= Supplied entries =
-.-.-
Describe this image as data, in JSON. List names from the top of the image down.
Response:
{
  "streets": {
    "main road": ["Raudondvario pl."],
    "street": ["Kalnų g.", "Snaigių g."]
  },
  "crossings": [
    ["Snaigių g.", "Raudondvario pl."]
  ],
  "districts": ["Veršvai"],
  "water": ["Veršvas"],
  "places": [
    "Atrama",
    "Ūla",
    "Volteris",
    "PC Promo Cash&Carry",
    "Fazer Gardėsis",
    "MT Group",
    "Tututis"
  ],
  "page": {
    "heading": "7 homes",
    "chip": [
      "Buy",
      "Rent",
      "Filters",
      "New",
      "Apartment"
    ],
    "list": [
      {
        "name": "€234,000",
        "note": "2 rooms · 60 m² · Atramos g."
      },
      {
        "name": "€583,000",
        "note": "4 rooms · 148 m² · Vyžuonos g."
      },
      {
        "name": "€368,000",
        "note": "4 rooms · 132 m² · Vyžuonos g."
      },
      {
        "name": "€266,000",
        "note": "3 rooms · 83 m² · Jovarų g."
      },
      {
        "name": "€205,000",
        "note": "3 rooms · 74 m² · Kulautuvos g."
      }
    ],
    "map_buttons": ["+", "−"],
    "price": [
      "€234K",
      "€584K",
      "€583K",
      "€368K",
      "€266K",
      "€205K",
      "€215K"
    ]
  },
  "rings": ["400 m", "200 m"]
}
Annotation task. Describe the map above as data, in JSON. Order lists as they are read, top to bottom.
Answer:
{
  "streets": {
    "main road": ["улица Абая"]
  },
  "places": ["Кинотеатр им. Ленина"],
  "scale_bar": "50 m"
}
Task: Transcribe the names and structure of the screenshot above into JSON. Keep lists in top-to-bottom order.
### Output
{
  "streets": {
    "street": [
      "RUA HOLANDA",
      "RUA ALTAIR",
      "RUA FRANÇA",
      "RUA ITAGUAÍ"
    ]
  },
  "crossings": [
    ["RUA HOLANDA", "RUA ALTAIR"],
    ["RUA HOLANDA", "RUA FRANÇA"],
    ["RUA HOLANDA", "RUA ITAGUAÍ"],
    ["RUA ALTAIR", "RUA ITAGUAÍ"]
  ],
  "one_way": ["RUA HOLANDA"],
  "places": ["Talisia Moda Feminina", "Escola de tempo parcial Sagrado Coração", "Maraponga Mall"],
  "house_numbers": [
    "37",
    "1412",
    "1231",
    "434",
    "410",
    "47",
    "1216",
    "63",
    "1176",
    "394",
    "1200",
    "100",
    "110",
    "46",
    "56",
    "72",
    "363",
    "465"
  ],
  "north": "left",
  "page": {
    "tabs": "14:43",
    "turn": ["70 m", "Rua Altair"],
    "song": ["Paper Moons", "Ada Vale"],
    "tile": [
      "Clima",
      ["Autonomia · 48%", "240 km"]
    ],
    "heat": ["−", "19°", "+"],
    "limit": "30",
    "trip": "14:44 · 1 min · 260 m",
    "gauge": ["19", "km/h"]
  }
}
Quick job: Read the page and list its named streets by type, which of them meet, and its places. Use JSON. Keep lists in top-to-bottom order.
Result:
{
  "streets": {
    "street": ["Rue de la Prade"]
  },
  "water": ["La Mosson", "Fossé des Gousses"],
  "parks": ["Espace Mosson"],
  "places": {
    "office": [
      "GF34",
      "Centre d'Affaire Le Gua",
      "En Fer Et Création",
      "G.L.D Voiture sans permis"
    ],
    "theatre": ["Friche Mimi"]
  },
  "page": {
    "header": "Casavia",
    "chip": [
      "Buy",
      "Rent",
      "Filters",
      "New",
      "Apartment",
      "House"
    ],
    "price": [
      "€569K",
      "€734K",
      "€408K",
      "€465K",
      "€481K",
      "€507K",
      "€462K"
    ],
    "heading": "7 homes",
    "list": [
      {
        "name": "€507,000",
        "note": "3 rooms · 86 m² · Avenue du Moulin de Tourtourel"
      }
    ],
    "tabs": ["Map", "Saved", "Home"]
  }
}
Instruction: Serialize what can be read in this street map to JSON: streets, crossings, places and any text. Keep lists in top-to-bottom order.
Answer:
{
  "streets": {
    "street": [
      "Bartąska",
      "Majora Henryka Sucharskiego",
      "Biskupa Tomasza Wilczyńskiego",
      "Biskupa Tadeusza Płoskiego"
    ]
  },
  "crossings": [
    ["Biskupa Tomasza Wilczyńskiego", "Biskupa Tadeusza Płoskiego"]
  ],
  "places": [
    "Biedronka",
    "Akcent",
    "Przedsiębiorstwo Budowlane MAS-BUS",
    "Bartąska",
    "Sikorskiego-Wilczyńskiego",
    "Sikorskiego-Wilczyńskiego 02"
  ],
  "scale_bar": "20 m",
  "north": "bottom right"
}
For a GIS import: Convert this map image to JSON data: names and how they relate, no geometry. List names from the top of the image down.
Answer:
-.-.-
= Directions =
Your answer should be the full set of records, printed exactly.

= Result =
Describe this image as data, in JSON. List names from the top of the image down.
Response:
{
  "streets": {
    "main road": ["Raudondvario pl."],
    "street": ["Kalnų g.", "Snaigių g."]
  },
  "crossings": [
    ["Snaigių g.", "Raudondvario pl."]
  ],
  "districts": ["Veršvai"],
  "water": ["Veršvas"],
  "places": [
    "Atrama",
    "Ūla",
    "Volteris",
    "PC Promo Cash&Carry",
    "Fazer Gardėsis",
    "MT Group",
    "Tututis"
  ],
  "page": {
    "heading": "7 homes",
    "chip": [
      "Buy",
      "Rent",
      "Filters",
      "New",
      "Apartment"
    ],
    "list": [
      {
        "name": "€234,000",
        "note": "2 rooms · 60 m² · Atramos g."
      },
      {
        "name": "€583,000",
        "note": "4 rooms · 148 m² · Vyžuonos g."
      },
      {
        "name": "€368,000",
        "note": "4 rooms · 132 m² · Vyžuonos g."
      },
      {
        "name": "€266,000",
        "note": "3 rooms · 83 m² · Jovarų g."
      },
      {
        "name": "€205,000",
        "note": "3 rooms · 74 m² · Kulautuvos g."
      }
    ],
    "map_buttons": ["+", "−"],
    "price": [
      "€234K",
      "€584K",
      "€583K",
      "€368K",
      "€266K",
      "€205K",
      "€215K"
    ]
  },
  "rings": ["400 m", "200 m"]
}
Annotation task. Describe the map above as data, in JSON. Order lists as they are read, top to bottom.
Answer:
{
  "streets": {
    "main road": ["улица Абая"]
  },
  "places": ["Кинотеатр им. Ленина"],
  "scale_bar": "50 m"
}
Task: Transcribe the names and structure of the screenshot above into JSON. Keep lists in top-to-bottom order.
### Output
{
  "streets": {
    "street": [
      "RUA HOLANDA",
      "RUA ALTAIR",
      "RUA FRANÇA",
      "RUA ITAGUAÍ"
    ]
  },
  "crossings": [
    ["RUA HOLANDA", "RUA ALTAIR"],
    ["RUA HOLANDA", "RUA FRANÇA"],
    ["RUA HOLANDA", "RUA ITAGUAÍ"],
    ["RUA ALTAIR", "RUA ITAGUAÍ"]
  ],
  "one_way": ["RUA HOLANDA"],
  "places": ["Talisia Moda Feminina", "Escola de tempo parcial Sagrado Coração", "Maraponga Mall"],
  "house_numbers": [
    "37",
    "1412",
    "1231",
    "434",
    "410",
    "47",
    "1216",
    "63",
    "1176",
    "394",
    "1200",
    "100",
    "110",
    "46",
    "56",
    "72",
    "363",
    "465"
  ],
  "north": "left",
  "page": {
    "tabs": "14:43",
    "turn": ["70 m", "Rua Altair"],
    "song": ["Paper Moons", "Ada Vale"],
    "tile": [
      "Clima",
      ["Autonomia · 48%", "240 km"]
    ],
    "heat": ["−", "19°", "+"],
    "limit": "30",
    "trip": "14:44 · 1 min · 260 m",
    "gauge": ["19", "km/h"]
  }
}
Quick job: Read the page and list its named streets by type, which of them meet, and its places. Use JSON. Keep lists in top-to-bottom order.
Result:
{
  "streets": {
    "street": ["Rue de la Prade"]
  },
  "water": ["La Mosson", "Fossé des Gousses"],
  "parks": ["Espace Mosson"],
  "places": {
    "office": [
      "GF34",
      "Centre d'Affaire Le Gua",
      "En Fer Et Création",
      "G.L.D Voiture sans permis"
    ],
    "theatre": ["Friche Mimi"]
  },
  "page": {
    "header": "Casavia",
    "chip": [
      "Buy",
      "Rent",
      "Filters",
      "New",
      "Apartment",
      "House"
    ],
    "price": [
      "€569K",
      "€734K",
      "€408K",
      "€465K",
      "€481K",
      "€507K",
      "€462K"
    ],
    "heading": "7 homes",
    "list": [
      {
        "name": "€507,000",
        "note": "3 rooms · 86 m² · Avenue du Moulin de Tourtourel"
      }
    ],
    "tabs": ["Map", "Saved", "Home"]
  }
}
Instruction: Serialize what can be read in this street map to JSON: streets, crossings, places and any text. Keep lists in top-to-bottom order.
Answer:
{
  "streets": {
    "street": [
      "Bartąska",
      "Majora Henryka Sucharskiego",
      "Biskupa Tomasza Wilczyńskiego",
      "Biskupa Tadeusza Płoskiego"
    ]
  },
  "crossings": [
    ["Biskupa Tomasza Wilczyńskiego", "Biskupa Tadeusza Płoskiego"]
  ],
  "places": [
    "Biedronka",
    "Akcent",
    "Przedsiębiorstwo Budowlane MAS-BUS",
    "Bartąska",
    "Sikorskiego-Wilczyńskiego",
    "Sikorskiego-Wilczyńskiego 02"
  ],
  "scale_bar": "20 m",
  "north": "bottom right"
}
For a GIS import: Convert this map image to JSON data: names and how they relate, no geometry. List names from the top of the image down.
Answer:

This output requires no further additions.